Trophozoite and cyst counts were log10 transformed, and means and SEM were calculated from the log values. Samples without detectable trophozoites or cysts were assigned a log value equivalent to half of the detection limit for each assay. Differences between groups of mice were compared by Mann-Whitney rank sum test or Student’s t test, as appropriate. Differences with a p value of <0.05 were considered significant.

Results

pIgR is required for clearance of G. muris

To define the importance of pIgR in intestinal host defense against a prototypical lumen-dwelling enteric pathogen, we conducted infection studies with the murine parasite G. muris. Mice genetically deficient for pIgR and their wild-type littermate controls were inoculated with cysts by the natural oral route, and infectious burden was determined over time by enumerating the numbers of the vegetative trophozoite form in the small intestine. Wild-type mice had maximal trophozoite numbers one week after infection and cleared infection thereafter, with a >5,000-fold reduction in infectious load by 7 wk (Fig. 1A) and complete eradication in >40% of mice at that time. pIgR-deficient mice had similar trophozoite numbers as wild-type mice early after infection but failed to control infection subsequently.
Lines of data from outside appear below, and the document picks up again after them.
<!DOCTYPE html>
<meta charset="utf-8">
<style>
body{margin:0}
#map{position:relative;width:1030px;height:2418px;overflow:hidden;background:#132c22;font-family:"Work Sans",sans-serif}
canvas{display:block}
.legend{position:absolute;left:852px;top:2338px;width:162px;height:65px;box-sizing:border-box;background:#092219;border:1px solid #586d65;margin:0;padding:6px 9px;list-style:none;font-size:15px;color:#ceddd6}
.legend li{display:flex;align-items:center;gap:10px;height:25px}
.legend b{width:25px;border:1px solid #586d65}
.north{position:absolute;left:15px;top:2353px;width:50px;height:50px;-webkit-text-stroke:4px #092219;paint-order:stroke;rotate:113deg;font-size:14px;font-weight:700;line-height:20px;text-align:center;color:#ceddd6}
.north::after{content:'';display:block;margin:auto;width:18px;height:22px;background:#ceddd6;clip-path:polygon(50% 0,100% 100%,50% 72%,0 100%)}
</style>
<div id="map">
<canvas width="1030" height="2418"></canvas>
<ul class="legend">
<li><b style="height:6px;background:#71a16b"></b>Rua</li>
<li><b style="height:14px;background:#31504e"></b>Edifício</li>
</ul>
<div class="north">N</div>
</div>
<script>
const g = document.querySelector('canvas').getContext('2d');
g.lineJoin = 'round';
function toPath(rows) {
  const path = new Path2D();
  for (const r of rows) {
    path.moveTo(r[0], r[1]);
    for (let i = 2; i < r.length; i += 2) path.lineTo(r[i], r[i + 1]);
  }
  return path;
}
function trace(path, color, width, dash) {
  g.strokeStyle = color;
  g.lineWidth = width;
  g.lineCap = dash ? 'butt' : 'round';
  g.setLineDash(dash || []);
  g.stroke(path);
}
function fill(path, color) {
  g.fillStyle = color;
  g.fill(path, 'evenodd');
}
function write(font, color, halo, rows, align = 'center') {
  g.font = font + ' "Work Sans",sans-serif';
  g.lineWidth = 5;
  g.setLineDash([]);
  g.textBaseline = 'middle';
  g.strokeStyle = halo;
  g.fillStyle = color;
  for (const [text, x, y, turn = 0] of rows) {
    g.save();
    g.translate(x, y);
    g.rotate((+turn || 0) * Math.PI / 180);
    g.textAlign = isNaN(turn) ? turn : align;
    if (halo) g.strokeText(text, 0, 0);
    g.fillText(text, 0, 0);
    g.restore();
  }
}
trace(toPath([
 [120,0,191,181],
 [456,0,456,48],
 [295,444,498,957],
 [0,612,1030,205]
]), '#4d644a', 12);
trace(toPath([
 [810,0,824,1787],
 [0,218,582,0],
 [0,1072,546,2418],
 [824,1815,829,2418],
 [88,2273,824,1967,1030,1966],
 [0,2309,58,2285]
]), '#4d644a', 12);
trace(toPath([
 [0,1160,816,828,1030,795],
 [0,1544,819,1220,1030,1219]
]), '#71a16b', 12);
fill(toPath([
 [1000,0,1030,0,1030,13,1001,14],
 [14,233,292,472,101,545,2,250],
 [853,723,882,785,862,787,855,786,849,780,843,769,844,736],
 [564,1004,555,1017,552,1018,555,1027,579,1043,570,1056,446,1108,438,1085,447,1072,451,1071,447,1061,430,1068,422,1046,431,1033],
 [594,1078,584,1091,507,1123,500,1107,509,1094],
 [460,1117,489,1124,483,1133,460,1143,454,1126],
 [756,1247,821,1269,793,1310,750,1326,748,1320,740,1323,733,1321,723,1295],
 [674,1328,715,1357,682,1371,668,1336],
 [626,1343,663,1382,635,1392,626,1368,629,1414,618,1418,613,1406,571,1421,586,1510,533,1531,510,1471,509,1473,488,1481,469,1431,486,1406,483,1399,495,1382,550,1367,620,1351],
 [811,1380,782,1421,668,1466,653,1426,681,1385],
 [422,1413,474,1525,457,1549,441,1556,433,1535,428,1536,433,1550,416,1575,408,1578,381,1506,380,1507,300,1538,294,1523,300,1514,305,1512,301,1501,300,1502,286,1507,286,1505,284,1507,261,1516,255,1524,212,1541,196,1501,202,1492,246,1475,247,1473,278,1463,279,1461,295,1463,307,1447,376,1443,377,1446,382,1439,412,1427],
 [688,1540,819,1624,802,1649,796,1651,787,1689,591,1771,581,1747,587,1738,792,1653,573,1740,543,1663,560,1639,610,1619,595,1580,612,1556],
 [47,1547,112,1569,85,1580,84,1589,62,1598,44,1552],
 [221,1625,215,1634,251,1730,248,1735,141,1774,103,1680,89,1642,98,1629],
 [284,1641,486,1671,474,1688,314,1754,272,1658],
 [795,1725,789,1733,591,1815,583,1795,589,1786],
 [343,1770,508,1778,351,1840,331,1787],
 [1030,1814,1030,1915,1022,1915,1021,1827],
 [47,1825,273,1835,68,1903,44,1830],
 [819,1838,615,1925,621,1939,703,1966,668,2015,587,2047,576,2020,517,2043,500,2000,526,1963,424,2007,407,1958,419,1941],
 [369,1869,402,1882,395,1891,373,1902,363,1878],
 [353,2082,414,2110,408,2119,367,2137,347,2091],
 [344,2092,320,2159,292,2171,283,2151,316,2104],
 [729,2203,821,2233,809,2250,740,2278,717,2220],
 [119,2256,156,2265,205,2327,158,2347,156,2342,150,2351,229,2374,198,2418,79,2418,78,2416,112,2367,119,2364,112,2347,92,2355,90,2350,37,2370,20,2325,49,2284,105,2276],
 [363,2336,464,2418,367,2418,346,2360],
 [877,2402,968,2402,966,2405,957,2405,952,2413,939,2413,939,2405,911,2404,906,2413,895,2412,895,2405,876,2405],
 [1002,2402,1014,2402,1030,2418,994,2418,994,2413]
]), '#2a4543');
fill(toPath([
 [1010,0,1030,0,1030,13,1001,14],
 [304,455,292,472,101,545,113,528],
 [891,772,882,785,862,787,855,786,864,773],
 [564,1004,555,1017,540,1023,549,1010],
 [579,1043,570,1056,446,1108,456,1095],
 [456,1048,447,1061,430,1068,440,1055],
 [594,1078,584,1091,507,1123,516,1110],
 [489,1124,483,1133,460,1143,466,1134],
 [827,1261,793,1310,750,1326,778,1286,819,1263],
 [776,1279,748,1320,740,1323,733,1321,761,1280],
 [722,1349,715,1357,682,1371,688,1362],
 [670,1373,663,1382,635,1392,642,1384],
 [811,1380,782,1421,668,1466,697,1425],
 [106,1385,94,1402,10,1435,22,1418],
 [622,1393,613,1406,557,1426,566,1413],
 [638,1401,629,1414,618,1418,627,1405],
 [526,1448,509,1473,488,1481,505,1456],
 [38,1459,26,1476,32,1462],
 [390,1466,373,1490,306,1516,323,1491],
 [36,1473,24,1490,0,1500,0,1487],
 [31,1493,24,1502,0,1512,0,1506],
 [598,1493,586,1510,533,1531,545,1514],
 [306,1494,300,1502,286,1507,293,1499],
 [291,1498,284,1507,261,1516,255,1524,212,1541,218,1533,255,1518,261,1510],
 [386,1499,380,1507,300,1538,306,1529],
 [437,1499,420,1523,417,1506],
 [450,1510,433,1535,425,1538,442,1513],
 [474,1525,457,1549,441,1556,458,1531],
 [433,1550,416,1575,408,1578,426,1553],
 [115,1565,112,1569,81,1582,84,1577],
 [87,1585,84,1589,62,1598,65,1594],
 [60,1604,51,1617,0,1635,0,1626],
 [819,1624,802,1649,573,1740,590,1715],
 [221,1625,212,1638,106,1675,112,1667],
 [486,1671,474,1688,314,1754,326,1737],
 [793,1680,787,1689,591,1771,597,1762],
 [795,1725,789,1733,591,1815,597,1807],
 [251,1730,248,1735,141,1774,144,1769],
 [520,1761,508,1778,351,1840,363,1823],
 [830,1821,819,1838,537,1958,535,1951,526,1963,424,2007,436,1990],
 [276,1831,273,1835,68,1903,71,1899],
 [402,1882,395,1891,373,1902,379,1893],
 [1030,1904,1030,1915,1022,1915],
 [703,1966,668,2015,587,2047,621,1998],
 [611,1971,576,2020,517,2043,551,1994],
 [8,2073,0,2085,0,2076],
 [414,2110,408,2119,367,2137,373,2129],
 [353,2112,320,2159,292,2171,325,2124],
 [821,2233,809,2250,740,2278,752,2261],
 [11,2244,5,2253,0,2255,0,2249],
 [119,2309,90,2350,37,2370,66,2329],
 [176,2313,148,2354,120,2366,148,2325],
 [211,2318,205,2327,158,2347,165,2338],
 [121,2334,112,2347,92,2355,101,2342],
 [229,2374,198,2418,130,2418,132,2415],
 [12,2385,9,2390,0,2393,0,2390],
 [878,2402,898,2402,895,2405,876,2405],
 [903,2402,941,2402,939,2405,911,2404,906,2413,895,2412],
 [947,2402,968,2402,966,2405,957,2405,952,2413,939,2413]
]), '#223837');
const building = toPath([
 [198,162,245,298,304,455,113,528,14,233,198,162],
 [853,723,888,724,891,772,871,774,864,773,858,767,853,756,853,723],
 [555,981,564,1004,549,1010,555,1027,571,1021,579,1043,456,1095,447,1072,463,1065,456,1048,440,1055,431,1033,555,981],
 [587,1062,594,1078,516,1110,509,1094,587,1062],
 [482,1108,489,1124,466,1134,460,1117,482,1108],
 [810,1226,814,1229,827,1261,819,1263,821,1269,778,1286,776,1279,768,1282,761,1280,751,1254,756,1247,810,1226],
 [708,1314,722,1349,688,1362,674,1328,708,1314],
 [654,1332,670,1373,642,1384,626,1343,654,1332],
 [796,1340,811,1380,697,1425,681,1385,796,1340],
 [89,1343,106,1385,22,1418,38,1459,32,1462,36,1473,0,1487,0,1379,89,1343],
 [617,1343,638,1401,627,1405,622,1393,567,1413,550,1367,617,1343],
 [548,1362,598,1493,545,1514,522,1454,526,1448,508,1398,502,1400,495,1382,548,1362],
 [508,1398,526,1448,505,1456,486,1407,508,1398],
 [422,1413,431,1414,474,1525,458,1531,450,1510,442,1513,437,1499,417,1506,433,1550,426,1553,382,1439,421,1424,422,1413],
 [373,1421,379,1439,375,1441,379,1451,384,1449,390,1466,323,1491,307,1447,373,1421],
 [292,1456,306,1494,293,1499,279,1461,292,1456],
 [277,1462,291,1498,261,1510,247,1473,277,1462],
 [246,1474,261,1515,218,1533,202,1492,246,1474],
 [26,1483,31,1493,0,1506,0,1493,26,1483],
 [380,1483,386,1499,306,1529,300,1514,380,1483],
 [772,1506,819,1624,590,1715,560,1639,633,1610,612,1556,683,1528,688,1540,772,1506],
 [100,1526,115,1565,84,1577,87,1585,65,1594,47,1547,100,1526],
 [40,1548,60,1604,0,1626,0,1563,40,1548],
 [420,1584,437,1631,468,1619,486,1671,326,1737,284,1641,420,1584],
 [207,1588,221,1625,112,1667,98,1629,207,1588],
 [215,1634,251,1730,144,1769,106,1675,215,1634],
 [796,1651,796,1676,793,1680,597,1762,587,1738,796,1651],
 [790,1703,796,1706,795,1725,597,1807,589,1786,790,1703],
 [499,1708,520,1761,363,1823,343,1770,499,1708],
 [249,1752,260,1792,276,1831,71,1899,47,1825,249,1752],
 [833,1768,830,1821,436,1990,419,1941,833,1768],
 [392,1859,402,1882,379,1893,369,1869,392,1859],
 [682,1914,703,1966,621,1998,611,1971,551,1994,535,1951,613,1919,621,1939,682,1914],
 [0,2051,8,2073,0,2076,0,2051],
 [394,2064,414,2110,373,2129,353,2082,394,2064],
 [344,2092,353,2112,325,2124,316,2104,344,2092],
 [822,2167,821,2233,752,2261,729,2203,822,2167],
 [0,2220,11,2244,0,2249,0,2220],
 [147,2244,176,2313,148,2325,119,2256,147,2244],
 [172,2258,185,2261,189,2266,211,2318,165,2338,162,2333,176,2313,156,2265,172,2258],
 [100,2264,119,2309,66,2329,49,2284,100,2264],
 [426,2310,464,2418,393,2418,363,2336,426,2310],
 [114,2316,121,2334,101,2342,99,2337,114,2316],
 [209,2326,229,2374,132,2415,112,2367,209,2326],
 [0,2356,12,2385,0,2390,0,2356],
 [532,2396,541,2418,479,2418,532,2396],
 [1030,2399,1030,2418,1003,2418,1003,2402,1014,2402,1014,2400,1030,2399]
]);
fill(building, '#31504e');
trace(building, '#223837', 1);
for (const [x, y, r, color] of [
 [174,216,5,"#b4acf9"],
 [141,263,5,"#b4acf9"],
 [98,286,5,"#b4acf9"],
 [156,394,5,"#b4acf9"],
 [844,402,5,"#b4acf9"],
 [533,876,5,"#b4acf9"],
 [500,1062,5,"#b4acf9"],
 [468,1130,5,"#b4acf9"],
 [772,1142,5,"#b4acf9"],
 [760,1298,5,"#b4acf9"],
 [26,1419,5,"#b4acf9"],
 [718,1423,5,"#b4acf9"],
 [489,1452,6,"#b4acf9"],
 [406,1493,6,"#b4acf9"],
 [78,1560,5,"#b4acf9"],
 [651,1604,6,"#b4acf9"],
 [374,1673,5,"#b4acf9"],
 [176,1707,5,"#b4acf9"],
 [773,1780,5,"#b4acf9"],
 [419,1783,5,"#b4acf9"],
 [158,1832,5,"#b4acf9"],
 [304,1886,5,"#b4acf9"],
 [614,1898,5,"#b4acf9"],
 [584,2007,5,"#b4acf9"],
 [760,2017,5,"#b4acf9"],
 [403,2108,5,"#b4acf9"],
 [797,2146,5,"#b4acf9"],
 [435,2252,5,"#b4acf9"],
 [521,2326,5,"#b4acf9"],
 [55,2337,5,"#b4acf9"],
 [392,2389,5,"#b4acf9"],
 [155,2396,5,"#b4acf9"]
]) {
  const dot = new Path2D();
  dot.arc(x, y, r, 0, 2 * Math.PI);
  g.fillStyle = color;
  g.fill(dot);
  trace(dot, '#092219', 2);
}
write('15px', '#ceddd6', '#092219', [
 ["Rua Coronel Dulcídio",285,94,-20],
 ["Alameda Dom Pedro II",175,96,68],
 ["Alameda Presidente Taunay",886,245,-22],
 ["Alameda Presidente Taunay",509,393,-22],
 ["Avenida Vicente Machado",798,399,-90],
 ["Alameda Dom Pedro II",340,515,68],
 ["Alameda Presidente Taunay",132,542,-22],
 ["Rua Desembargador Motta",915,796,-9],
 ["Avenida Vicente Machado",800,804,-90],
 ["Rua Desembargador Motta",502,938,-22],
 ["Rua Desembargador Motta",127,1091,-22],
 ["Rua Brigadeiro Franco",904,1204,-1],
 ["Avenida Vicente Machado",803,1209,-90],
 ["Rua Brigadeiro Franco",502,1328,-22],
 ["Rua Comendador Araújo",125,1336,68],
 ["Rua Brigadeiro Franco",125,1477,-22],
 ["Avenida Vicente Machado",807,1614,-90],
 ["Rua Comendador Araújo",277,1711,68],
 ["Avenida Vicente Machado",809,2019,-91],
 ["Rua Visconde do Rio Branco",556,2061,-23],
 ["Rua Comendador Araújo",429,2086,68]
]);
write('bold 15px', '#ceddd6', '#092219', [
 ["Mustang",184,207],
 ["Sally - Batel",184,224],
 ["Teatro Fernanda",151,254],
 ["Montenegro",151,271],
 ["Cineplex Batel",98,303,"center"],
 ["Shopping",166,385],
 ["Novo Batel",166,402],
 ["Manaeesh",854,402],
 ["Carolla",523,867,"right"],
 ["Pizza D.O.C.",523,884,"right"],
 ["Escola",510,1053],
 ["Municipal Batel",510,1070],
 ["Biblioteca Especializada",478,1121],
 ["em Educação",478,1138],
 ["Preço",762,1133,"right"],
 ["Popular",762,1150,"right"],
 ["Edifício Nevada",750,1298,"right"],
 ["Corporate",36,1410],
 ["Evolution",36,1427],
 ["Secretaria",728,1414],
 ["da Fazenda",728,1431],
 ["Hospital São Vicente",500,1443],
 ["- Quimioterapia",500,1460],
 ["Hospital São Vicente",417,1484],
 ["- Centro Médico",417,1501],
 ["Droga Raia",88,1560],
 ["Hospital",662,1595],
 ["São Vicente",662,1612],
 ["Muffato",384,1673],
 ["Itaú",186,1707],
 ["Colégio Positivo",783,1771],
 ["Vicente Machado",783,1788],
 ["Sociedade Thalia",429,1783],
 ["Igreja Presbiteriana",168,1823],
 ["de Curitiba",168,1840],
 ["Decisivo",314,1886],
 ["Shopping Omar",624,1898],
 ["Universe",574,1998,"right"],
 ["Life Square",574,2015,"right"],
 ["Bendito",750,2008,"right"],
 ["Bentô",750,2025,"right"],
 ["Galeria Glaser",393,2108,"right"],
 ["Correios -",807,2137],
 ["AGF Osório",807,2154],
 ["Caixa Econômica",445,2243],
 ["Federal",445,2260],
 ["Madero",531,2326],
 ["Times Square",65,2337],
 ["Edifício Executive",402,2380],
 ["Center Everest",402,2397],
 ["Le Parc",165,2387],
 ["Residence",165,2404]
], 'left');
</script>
At 7 wk they had >1,000-fold higher trophozoite numbers in the small intestine compared with controls (Fig. 1A). In parallel, fecal cyst shedding was significantly higher in pIgR-deficient mice compared with controls (Fig. 1, B and C). These data show that pIgR is critical for clearance of G. muris from the murine host. To place these results into perspective, we compared the findings in pIgR-deficient mice with those in mice lacking IgA, because we found previously that IgA is required for G. muris eradication (22). No significant difference was observed in trophozoite numbers between the two knockout mouse strains at 1 or 7 wk (Fig. 1A), indicating that pIgR- and IgA-deficient mice exhibited similar defects in regard to immune defense against G. muris.

FIGURE 1.
FIGURE 1.

pIgR-deficient mice cannot clear G. muris. Mice deficient for pIgR (pIgR−/−) (○), IgA (▵), or their wild-type littermate controls (pIgR+/+) (•) were infected orally with 104 G. muris cysts. A, Trophozoite numbers in the small intestine were determined at the indicated times. Data are mean ± SEM (n ≥ 8 mice/time point). The gray line depicts the detection limit of the assay. *, Significant increase (p < 0.05) compared with wild-type controls. B, After 3 wk fecal pellets were collected, homogenized, and enriched for G. muris cysts by sucrose flotation. Phase-contrast images of representative fecal preparations are shown. The sizing bar in the top left corner of the upper panel represents 25 μm. Cysts appear phase bright and oval shaped on a dark background of bacterial commensals. C, Fecal cyst output was determined quantitatively at the indicated times after infection. Data are mean ± SEM (n ≥ 3 mice/time point). *, The value significantly different (p < 0.05) from pIgR+/+ controls at the same time point.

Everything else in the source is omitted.